*** Opening of Dataset records ***

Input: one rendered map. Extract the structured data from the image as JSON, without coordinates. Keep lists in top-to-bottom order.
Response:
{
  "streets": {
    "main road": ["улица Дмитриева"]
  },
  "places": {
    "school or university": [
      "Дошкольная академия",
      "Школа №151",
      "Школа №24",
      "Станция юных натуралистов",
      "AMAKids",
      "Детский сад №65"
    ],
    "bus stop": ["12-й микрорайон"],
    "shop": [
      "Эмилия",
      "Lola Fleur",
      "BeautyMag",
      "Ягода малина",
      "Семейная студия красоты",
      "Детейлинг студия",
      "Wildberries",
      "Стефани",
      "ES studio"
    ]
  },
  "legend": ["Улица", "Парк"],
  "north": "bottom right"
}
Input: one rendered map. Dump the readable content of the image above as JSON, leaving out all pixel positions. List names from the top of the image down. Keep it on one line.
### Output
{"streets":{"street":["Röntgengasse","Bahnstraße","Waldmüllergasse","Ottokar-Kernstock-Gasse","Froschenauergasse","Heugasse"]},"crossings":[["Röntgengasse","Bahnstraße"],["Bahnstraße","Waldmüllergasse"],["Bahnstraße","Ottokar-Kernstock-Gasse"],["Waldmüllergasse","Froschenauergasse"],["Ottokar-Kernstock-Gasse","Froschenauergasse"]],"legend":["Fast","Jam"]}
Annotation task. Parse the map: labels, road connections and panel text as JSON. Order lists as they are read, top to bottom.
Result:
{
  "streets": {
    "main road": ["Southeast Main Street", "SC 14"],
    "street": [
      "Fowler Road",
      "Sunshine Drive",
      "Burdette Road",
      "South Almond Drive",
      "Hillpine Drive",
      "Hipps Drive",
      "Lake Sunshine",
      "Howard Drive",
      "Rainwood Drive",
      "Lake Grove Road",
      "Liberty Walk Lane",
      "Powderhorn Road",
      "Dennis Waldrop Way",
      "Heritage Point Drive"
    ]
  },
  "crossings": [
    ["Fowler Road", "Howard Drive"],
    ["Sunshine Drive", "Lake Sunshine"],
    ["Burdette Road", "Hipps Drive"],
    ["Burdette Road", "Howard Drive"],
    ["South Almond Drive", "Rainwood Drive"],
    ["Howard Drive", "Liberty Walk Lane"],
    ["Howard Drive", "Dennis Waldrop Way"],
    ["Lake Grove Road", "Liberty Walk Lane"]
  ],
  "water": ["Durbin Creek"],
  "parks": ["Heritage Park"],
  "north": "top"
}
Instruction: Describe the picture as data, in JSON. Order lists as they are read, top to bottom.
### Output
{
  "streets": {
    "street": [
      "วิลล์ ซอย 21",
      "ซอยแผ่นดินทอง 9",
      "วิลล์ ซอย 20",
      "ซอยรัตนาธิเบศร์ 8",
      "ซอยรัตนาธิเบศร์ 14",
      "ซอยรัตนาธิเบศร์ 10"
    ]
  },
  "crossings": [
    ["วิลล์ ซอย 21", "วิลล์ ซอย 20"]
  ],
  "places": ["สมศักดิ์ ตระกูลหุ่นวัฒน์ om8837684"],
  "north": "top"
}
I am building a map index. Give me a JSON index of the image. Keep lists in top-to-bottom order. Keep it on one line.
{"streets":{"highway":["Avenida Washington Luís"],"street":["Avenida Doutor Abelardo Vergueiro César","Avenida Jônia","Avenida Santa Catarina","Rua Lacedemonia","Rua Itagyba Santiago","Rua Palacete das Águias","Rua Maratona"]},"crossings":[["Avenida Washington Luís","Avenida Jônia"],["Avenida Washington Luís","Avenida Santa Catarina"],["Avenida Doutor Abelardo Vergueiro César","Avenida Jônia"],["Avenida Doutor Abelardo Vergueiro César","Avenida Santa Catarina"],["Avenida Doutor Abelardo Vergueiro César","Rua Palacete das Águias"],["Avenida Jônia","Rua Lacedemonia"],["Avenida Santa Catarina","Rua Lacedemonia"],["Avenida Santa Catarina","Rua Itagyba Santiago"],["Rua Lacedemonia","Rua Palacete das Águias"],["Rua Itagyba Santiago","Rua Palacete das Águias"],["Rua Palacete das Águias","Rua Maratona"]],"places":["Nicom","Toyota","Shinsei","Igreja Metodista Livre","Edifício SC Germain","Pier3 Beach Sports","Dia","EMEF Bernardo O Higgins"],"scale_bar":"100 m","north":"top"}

*** Close of Dataset records ***

To do:
A word-for-word copy of the entries, from the first line through the line containing "Annotation task. Parse", is the whole answer.

Answer space:
Input: one rendered map. Extract the structured data from the image as JSON, without coordinates. Keep lists in top-to-bottom order.
Response:
{
  "streets": {
    "main road": ["улица Дмитриева"]
  },
  "places": {
    "school or university": [
      "Дошкольная академия",
      "Школа №151",
      "Школа №24",
      "Станция юных натуралистов",
      "AMAKids",
      "Детский сад №65"
    ],
    "bus stop": ["12-й микрорайон"],
    "shop": [
      "Эмилия",
      "Lola Fleur",
      "BeautyMag",
      "Ягода малина",
      "Семейная студия красоты",
      "Детейлинг студия",
      "Wildberries",
      "Стефани",
      "ES studio"
    ]
  },
  "legend": ["Улица", "Парк"],
  "north": "bottom right"
}
Input: one rendered map. Dump the readable content of the image above as JSON, leaving out all pixel positions. List names from the top of the image down. Keep it on one line.
### Output
{"streets":{"street":["Röntgengasse","Bahnstraße","Waldmüllergasse","Ottokar-Kernstock-Gasse","Froschenauergasse","Heugasse"]},"crossings":[["Röntgengasse","Bahnstraße"],["Bahnstraße","Waldmüllergasse"],["Bahnstraße","Ottokar-Kernstock-Gasse"],["Waldmüllergasse","Froschenauergasse"],["Ottokar-Kernstock-Gasse","Froschenauergasse"]],"legend":["Fast","Jam"]}
Annotation task. Parse the map: labels, road connections and panel text as JSON. Order lists as they are read, top to bottom.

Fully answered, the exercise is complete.